First, we must discuss the scientific questions we hope to address. We are a part of the Geological Oceanography lab and are interested in the mysterious submarine landslides that occur, starting at the head of the Monterey Canyon. A lot of research by the Monterey Bay Aquarium Research Institute (MBARI) and California State University’s Seafloor Mapping Lab (SFML) have used deep water mapping technology and other high-tech equipment to study the canyon in the deep.
From these studies, we know that massive underwater landslides occur periodically at the edges of the canyon, and have been shown to move sand, mud, and rocks miles down. We aren’t sure why they happen and they don’t seem to match up with earthquakes or storms. Our hypotheses have to do with how sediment builds up at the head of the canyon and if it is connected to the longshore sediment transport system around the Monterey Bay. Does a submarine landslide occur following a large loss of sand on the beach? Are we losing beach sand to the belly of the canyon, forever? Can we correlate submarine landslide events with any other phenomena? In order to test our hypotheses we must map the head of the canyon more frequently than ever before and the M3 is a perfect instrument to allow us to do so.

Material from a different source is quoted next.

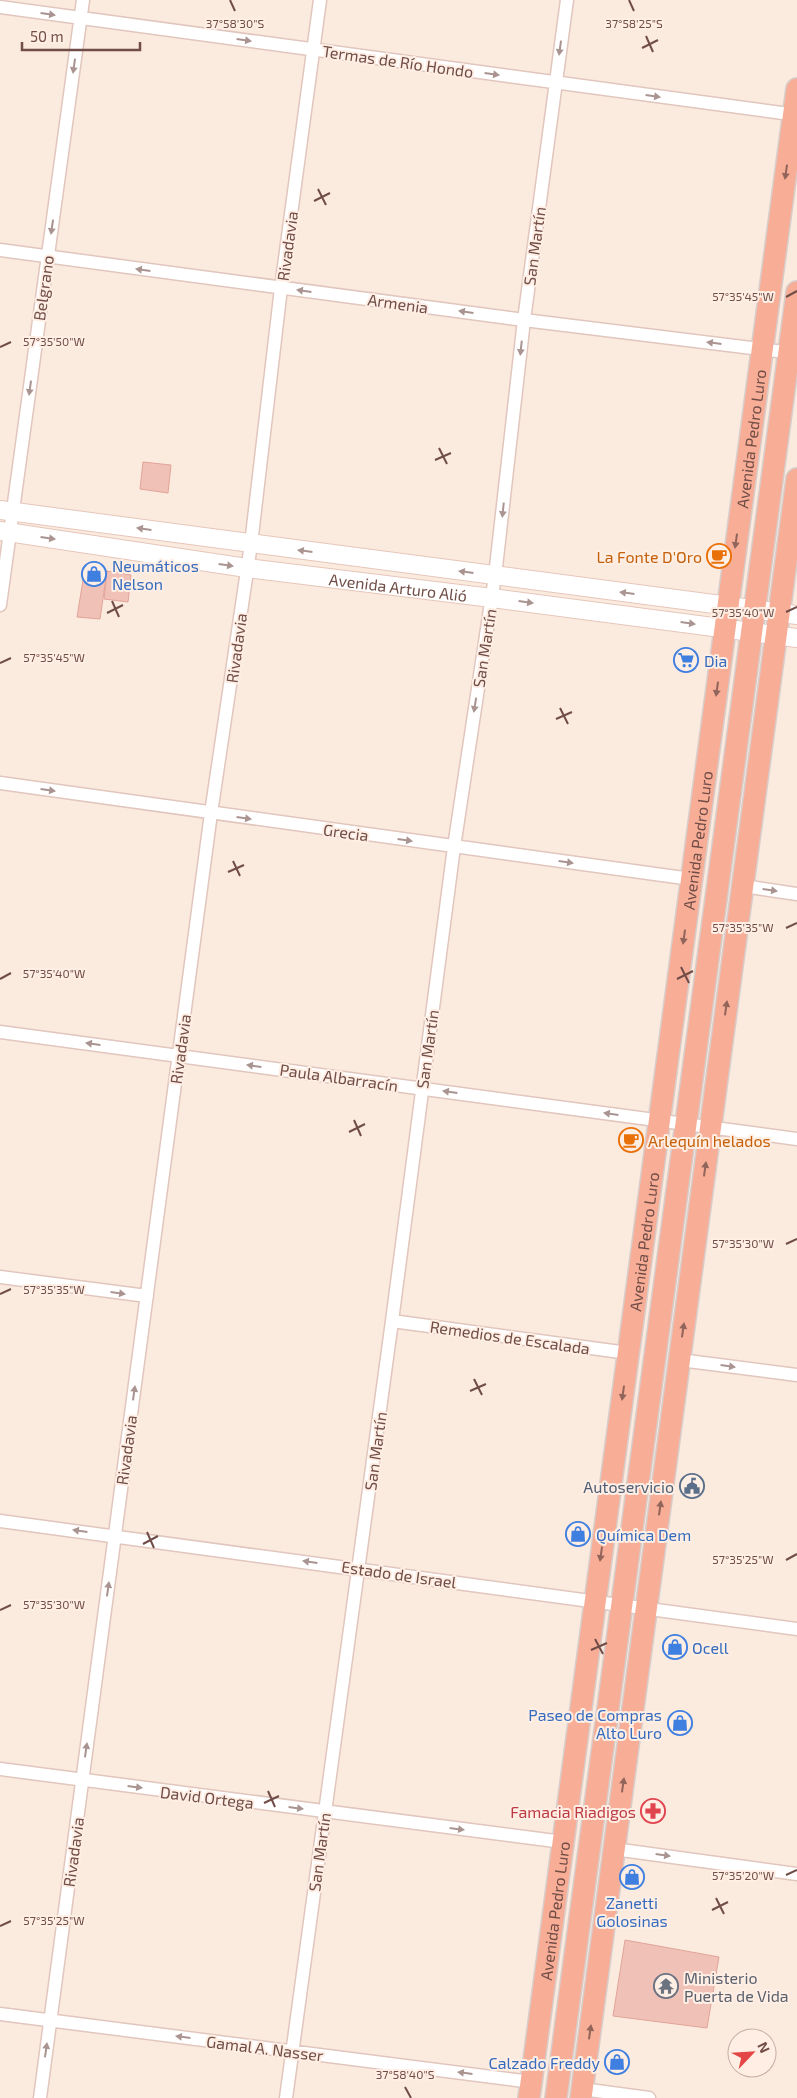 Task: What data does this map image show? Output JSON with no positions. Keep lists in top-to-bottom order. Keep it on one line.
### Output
{"streets":{"highway":["Avenida Pedro Luro"],"main road":["Avenida Arturo Alió"],"street":["Termas de Río Hondo","Rivadavia","San Martín","Belgrano","Armenia","Grecia","Paula Albarracín","Remedios de Escalada","Estado de Israel","David Ortega","Gamal A. Nasser"]},"crossings":[["Termas de Río Hondo","Rivadavia"],["Termas de Río Hondo","San Martín"],["Termas de Río Hondo","Belgrano"],["Termas de Río Hondo","Avenida Pedro Luro"],["Rivadavia","Armenia"],["Rivadavia","Avenida Arturo Alió"],["Rivadavia","Grecia"],["Rivadavia","Paula Albarracín"],["Rivadavia","Estado de Israel"],["Rivadavia","David Ortega"],["Rivadavia","Gamal A. Nasser"],["San Martín","Armenia"],["San Martín","Avenida Arturo Alió"],["San Martín","Grecia"],["San Martín","Paula Albarracín"],["San Martín","Remedios de Escalada"],["San Martín","Estado de Israel"],["San Martín","David Ortega"],["San Martín","Gamal A. Nasser"],["Belgrano","Armenia"],["Belgrano","Avenida Arturo Alió"],["Armenia","Avenida Pedro Luro"],["Avenida Pedro Luro","Avenida Arturo Alió"],["Avenida Pedro Luro","Grecia"],["Avenida Pedro Luro","Paula Albarracín"],["Avenida Pedro Luro","Remedios de Escalada"],["Avenida Pedro Luro","Estado de Israel"],["Avenida Pedro Luro","David Ortega"],["Avenida Pedro Luro","Gamal A. Nasser"]],"one_way":["Termas de Río Hondo","Belgrano","Armenia","Grecia","Paula Albarracín","Estado de Israel","David Ortega","Gamal A. Nasser"],"places":{"cafe":["La Fonte D'Oro","Arlequín helados"],"shop":["Neumáticos Nelson","Química Dem","Ocell","Paseo de Compras Alto Luro","Zanetti Golosinas","Calzado Freddy"],"supermarket":["Dia"],"public building":["Autoservicio"],"pharmacy":["Famacia Riadigos"],"temple":["Ministerio Puerta de Vida"]},"scale_bar":"50 m","north":"top right","coordinates":["37°58'30\"S","37°58'25\"S","57°35'45\"W","57°35'50\"W","57°35'40\"W","57°35'35\"W","57°35'30\"W","57°35'25\"W","57°35'20\"W","37°58'40\"S"]}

Along the way, the MLML “Shop Guys” built us a pole mount to attach the M3 to a MLML whaler, a boat that we can take out to the canyon and survey within an hour or two. Dr. Ivano Aiello brought the M3 to the lab and QPS supplied the software to be able to acquire and process data. Dr. Tom Connolly supplied a field laptop that is water resistant, has a bright enough screen to beat the sun, and has a fantastic battery life, and we brought student brains that figured the rest out. This meant lots of reading manuals, troubleshooting, and more troubleshooting. When we couldn’t troubleshoot alone anymore, Pat Iampietro from CSUMB helped us through a major sticking point with his expertise. The wonderful community and affiliates of Moss Landing Marine Labs were integral to our journey the past few months.
Though we’ve had many challenges throughout the semester, we’ve succeeded in conducting some promising preliminary surveys with the equipment we have available: the field laptop, a Trimble ProXH GPS, and our M3. We’ve collected preliminary data in the Moss Landing Harbor as well as the head of the Monterey Submarine Canyon. See a map of some preliminary depths below:
Still, we are in need of a few additional sensors to make any data collected with our system truly scientifically sound, including something called a Motion Reference Unit (MRU) and a gyro compass. Seafloor mapping draws from the fact that sound travels about five times faster in water than in air. The M3 is a transducer --or speaker-- that emits sound toward the seafloor, listens for the return, and calculates the two-way travel time to infer the depth of the seafloor below the boat.
Therefore, you must supply tide information (tide info found from NOAA tide gauges online), speed of sound information (which we do not yet have a way of measuring), information of the boat due to waves, as well as precise position information. An MRU would provide very precise information regarding the motion of the boat due to the motion of the ocean. Without athese measurements, we can’t be sure if the depths we are gathering are accurate. We can’t be sure because the motion of the boat would affect the angle at which the sound from the M3 is emitted which would affect the angle of return and therefore depth measurements. A gyro compass would give us accurate measurements of heading, which is critical to determining the direction the boat is moving with very high precision. We hope to get these sensors soon so that we can continue investigating the cause(s) of submarine landslides in the Monterey Canyon.
Having struggled with instrument troubleshooting, system setups, and constantly untangling cables, we gained a vast appreciation for marine technicians. Throughout this journey, we noticed that we couldn’t really find information about the inevitable struggles of setting up a new scientific system for the first time and decided to keep track of our trials and tribulations by way of a National Geographic Open Explorer Expedition. Read more here!
You can subscribe to our Open Explorer page to receive updates when we reach new milestones (or more likely encounter new challenges). The Open Explorer page was also a part of a National Geographic Competition to win an underwater drone (aka remotely operated vehicle (ROV)), which we found out that we won! We hope that the underwater drone will provide a method of validating our seafloor mapping data once we’ve gathered the rest of the equipment we need, as well as prove useful for the rest of the MLML community.
Finally, we’d like to thank MLML for their amazing support in following our Open Explorer Expedition. We grew from 2 to 76 followers in two days, and are overwhelmed with the amount of help from our small community.